_Problem details:_
For the entries below, print exactly the lines between the line holding "M 277,23 L 293,39" and the line holding "M 473,71 L 486,83", inclusive, and nothing else.

_Provided records:_
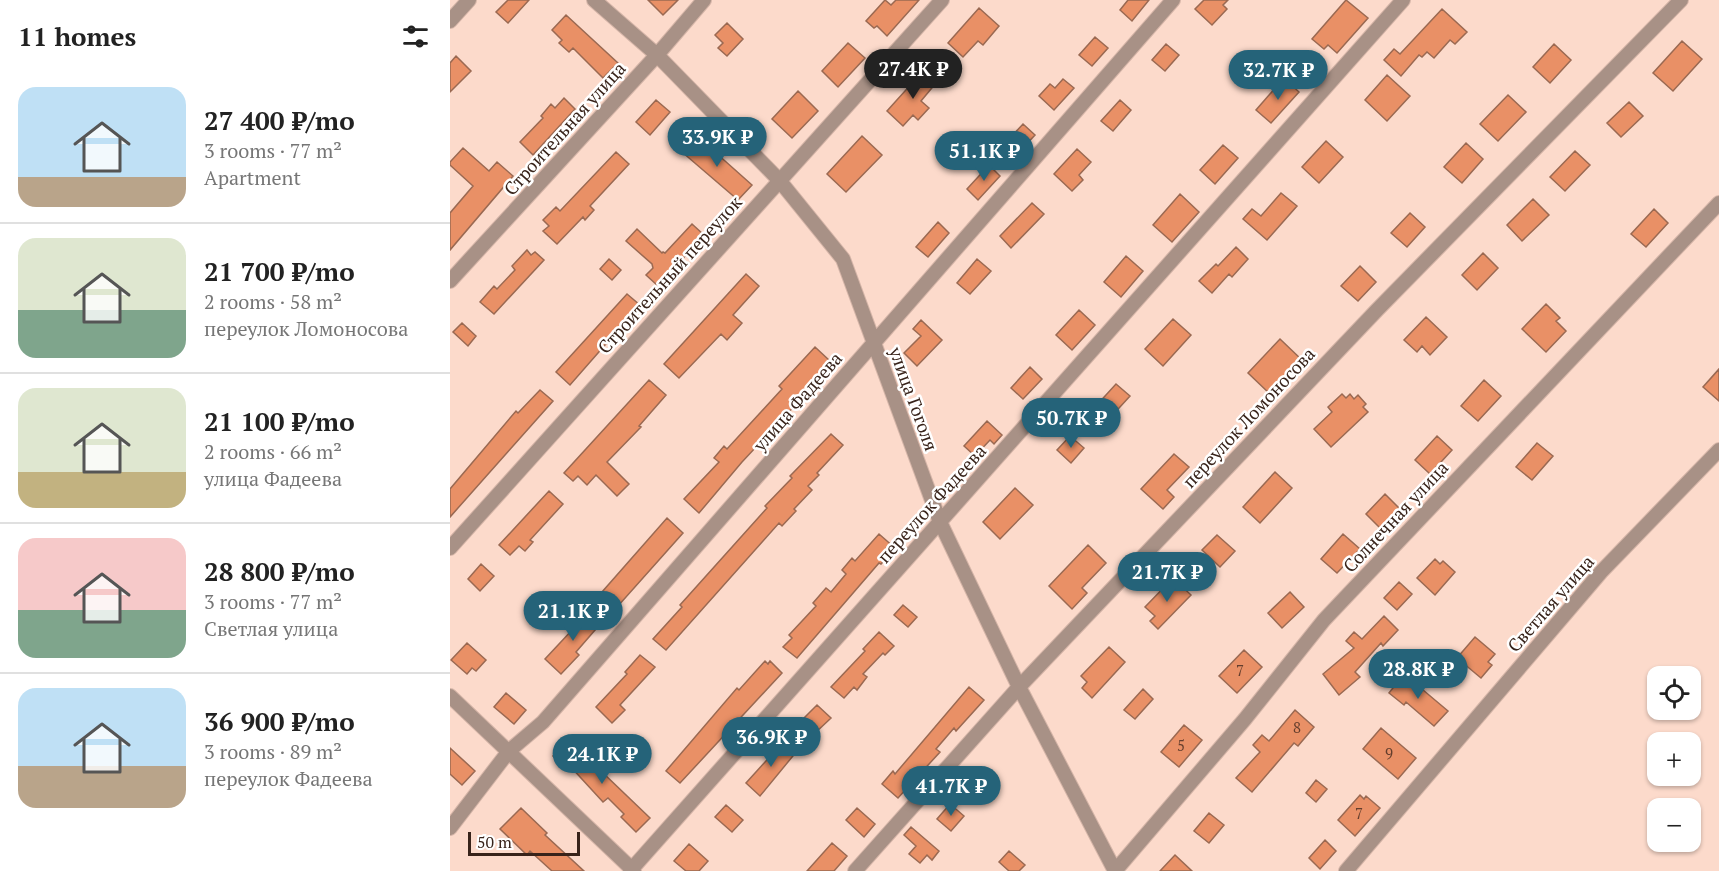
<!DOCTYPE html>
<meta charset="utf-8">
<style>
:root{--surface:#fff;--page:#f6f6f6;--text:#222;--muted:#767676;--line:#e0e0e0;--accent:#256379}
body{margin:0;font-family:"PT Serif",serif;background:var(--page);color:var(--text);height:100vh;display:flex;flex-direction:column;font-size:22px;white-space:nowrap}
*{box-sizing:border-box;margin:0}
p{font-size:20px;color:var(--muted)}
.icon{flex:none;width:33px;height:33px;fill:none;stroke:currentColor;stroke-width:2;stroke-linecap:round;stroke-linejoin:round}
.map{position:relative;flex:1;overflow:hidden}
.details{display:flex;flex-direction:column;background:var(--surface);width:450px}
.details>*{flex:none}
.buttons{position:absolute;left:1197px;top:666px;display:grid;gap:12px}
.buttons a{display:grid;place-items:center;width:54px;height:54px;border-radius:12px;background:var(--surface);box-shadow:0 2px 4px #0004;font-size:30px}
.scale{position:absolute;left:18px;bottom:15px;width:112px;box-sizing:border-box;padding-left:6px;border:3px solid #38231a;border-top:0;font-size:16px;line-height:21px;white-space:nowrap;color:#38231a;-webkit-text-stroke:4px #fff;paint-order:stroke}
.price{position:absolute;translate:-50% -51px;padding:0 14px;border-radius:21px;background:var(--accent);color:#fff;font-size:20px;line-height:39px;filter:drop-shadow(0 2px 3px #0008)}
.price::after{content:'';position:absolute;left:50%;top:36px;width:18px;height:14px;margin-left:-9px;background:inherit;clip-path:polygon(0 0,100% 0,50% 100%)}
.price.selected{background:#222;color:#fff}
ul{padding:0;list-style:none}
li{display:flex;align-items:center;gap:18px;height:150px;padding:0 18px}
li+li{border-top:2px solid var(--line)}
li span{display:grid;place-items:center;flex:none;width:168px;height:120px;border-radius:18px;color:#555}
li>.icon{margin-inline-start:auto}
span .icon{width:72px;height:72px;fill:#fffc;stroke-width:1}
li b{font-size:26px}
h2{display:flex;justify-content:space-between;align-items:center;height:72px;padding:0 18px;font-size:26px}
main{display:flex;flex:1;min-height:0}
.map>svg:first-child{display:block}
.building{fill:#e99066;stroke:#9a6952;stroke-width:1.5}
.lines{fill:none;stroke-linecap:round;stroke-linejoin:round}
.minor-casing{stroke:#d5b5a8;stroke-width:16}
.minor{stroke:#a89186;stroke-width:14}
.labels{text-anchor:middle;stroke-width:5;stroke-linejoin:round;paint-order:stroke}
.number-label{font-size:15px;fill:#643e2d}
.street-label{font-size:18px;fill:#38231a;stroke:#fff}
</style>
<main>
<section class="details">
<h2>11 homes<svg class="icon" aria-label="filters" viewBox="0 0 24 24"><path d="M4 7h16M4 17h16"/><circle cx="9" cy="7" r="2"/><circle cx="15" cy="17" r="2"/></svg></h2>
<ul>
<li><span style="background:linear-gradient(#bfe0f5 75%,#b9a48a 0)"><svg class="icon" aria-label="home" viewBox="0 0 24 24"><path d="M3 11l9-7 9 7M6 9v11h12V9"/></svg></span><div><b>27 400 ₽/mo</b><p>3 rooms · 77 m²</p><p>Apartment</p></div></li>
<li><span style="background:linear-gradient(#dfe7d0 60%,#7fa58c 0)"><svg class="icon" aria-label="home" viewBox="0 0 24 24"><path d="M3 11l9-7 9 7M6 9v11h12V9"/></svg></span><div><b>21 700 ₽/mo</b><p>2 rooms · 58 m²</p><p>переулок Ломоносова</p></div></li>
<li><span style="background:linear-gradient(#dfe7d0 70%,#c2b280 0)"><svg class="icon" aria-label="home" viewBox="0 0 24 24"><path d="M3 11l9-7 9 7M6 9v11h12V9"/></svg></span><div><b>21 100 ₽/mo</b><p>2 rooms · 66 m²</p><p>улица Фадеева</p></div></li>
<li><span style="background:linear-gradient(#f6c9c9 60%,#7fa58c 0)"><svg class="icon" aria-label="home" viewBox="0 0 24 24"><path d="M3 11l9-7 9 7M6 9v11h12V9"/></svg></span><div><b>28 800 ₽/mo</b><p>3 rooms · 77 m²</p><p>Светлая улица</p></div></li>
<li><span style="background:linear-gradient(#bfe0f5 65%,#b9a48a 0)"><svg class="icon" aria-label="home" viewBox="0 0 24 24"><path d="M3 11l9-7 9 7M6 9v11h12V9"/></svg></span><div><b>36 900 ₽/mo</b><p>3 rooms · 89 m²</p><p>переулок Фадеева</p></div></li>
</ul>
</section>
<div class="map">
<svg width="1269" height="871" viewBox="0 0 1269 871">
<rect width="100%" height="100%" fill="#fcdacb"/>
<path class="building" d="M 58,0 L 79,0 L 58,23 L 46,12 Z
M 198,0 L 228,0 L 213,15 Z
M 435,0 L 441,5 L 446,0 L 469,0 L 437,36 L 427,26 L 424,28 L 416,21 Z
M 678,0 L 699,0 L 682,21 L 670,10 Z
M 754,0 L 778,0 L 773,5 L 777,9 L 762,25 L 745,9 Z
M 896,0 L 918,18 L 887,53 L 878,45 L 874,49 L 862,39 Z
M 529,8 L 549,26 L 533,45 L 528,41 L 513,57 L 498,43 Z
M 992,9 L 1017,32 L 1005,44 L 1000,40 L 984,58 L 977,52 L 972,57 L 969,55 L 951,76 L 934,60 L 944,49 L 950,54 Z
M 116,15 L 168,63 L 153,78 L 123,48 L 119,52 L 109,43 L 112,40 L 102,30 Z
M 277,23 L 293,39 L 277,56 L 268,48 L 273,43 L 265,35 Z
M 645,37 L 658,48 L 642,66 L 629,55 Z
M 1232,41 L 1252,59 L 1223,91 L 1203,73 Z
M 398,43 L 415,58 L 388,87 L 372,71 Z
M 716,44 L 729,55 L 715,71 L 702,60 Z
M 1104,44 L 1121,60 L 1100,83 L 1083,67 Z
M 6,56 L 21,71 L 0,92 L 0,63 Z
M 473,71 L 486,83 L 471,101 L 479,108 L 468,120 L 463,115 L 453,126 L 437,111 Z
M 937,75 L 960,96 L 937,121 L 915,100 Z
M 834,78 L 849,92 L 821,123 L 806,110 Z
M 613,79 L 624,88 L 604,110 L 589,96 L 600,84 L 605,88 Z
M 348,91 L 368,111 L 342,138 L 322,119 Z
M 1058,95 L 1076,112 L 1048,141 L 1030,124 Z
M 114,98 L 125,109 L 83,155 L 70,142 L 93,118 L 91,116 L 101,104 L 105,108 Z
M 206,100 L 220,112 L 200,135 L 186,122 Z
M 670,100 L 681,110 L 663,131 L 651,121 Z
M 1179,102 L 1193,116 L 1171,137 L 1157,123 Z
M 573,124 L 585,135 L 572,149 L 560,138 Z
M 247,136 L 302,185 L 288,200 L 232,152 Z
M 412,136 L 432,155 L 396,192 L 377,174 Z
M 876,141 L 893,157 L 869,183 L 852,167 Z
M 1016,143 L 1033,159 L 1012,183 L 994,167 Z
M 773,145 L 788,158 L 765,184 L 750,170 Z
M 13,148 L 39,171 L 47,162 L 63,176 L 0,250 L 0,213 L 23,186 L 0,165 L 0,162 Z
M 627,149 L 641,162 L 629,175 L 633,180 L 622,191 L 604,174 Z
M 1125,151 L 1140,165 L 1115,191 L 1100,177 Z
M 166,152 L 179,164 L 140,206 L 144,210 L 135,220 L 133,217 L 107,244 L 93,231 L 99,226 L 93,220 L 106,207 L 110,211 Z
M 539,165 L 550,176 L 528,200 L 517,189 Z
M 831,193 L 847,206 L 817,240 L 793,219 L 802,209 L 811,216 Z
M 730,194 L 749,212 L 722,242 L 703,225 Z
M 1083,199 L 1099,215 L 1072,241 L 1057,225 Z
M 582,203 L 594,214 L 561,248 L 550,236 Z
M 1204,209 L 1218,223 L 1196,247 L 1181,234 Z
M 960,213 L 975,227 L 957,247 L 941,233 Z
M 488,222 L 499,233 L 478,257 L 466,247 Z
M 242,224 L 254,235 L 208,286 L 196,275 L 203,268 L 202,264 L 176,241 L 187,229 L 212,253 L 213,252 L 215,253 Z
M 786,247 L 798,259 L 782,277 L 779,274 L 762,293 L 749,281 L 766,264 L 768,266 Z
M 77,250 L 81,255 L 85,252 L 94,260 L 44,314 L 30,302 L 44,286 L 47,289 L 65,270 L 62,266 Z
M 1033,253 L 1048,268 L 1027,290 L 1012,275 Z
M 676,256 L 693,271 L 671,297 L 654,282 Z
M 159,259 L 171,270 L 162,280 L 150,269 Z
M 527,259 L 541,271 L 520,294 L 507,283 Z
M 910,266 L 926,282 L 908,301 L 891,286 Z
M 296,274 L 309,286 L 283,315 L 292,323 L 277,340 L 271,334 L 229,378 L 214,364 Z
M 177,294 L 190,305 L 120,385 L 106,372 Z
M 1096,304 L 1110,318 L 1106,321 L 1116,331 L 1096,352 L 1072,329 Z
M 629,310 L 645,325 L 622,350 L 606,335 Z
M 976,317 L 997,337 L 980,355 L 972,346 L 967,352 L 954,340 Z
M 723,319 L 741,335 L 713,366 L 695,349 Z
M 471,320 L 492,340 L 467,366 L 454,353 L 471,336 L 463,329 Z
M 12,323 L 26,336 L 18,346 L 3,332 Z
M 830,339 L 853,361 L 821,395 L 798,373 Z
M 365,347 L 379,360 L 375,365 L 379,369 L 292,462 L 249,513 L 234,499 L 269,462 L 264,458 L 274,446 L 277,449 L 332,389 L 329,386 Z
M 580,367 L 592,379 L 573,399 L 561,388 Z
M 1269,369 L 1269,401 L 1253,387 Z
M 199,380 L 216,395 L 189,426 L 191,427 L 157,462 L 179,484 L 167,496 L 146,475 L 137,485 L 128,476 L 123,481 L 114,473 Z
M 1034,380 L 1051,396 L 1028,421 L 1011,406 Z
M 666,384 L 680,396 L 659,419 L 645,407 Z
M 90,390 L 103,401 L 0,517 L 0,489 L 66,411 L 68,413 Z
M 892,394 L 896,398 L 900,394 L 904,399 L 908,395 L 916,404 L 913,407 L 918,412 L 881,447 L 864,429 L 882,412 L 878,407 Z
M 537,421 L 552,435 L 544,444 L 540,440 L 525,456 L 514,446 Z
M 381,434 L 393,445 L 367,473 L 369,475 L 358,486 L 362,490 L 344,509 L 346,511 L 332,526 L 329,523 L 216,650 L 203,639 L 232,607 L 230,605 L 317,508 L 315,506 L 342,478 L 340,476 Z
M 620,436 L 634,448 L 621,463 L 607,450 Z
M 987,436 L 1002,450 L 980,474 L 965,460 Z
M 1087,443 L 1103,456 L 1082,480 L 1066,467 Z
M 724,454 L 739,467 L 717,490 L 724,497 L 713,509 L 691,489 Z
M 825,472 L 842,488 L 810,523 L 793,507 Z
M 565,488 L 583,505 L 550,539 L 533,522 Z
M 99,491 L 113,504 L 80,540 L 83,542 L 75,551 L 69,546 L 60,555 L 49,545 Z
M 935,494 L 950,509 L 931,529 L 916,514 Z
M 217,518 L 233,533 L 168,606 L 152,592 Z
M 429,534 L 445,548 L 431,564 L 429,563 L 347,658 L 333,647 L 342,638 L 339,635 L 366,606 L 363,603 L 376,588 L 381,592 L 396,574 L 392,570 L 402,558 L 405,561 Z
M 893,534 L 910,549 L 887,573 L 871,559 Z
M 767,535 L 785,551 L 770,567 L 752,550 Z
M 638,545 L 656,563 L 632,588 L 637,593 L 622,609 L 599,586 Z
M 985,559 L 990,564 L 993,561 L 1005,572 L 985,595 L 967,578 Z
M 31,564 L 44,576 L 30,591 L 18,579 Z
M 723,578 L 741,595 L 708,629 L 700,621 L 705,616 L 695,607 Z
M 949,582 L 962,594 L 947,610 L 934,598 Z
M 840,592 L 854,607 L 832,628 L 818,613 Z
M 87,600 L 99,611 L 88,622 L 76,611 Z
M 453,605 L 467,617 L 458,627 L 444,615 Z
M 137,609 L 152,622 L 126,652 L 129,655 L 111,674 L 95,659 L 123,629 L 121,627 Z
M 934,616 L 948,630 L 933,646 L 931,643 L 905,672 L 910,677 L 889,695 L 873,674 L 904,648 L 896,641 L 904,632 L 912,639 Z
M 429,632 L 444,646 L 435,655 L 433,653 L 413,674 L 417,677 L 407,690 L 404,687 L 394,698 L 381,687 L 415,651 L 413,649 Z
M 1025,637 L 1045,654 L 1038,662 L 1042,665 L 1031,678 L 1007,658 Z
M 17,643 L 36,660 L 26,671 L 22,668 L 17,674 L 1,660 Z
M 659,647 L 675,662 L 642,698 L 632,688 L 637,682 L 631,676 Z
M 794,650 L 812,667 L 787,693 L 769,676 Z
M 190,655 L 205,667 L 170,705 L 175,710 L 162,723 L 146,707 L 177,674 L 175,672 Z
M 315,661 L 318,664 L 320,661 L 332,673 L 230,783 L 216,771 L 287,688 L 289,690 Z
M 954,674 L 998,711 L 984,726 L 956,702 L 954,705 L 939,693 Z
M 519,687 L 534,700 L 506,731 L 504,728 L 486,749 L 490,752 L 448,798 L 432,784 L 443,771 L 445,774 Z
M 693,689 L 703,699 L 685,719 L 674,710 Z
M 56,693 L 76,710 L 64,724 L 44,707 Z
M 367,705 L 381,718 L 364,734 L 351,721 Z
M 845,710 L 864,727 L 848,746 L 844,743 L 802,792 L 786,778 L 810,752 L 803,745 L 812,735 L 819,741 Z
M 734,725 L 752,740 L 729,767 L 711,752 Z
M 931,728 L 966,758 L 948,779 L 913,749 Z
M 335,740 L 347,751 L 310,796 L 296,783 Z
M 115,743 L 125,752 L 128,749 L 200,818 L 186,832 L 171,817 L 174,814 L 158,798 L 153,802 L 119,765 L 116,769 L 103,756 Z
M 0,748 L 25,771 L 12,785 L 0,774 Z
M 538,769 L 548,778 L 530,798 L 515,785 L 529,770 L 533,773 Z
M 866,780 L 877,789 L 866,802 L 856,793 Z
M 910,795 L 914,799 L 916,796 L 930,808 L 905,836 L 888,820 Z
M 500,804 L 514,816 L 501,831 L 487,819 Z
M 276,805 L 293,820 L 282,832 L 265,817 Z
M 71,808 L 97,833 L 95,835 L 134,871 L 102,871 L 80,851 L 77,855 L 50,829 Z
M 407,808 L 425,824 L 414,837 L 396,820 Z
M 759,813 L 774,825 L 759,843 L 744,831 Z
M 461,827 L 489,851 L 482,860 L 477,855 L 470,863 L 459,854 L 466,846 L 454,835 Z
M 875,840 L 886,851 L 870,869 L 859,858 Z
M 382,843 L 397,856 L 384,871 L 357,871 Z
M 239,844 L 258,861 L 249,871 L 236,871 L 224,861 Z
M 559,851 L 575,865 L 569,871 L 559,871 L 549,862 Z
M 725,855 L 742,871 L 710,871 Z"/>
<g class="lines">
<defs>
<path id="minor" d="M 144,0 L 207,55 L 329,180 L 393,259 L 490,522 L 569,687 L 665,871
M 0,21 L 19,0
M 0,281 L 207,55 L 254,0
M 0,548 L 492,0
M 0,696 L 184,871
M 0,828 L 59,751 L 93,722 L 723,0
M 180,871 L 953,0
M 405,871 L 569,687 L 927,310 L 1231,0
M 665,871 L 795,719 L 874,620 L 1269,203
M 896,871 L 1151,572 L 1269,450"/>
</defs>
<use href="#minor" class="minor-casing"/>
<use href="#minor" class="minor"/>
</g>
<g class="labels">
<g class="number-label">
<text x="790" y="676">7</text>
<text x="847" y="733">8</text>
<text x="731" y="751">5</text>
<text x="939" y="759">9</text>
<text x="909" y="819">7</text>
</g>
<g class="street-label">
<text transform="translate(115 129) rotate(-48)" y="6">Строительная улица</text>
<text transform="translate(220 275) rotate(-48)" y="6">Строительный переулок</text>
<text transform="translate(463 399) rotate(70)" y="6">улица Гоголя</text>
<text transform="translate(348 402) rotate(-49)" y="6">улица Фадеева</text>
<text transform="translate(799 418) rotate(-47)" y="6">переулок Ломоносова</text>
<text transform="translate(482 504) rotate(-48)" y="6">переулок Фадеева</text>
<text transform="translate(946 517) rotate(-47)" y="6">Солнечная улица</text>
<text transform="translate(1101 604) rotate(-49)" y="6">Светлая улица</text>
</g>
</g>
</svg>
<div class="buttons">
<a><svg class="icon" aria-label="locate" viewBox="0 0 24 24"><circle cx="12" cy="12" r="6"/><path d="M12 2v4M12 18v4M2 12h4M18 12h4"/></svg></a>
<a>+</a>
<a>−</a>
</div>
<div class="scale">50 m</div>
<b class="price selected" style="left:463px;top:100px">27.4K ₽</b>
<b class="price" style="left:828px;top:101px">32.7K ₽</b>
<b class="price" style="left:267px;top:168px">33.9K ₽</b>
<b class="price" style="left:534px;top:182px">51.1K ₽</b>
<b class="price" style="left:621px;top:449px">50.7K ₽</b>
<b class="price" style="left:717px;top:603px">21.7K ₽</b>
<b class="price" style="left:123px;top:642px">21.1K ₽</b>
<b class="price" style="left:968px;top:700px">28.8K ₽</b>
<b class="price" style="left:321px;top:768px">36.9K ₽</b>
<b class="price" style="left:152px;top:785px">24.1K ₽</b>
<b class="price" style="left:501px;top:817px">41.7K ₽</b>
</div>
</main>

_Task answer:_
M 277,23 L 293,39 L 277,56 L 268,48 L 273,43 L 265,35 Z
M 645,37 L 658,48 L 642,66 L 629,55 Z
M 1232,41 L 1252,59 L 1223,91 L 1203,73 Z
M 398,43 L 415,58 L 388,87 L 372,71 Z
M 716,44 L 729,55 L 715,71 L 702,60 Z
M 1104,44 L 1121,60 L 1100,83 L 1083,67 Z
M 6,56 L 21,71 L 0,92 L 0,63 Z
M 473,71 L 486,83 L 471,101 L 479,108 L 468,120 L 463,115 L 453,126 L 437,111 Z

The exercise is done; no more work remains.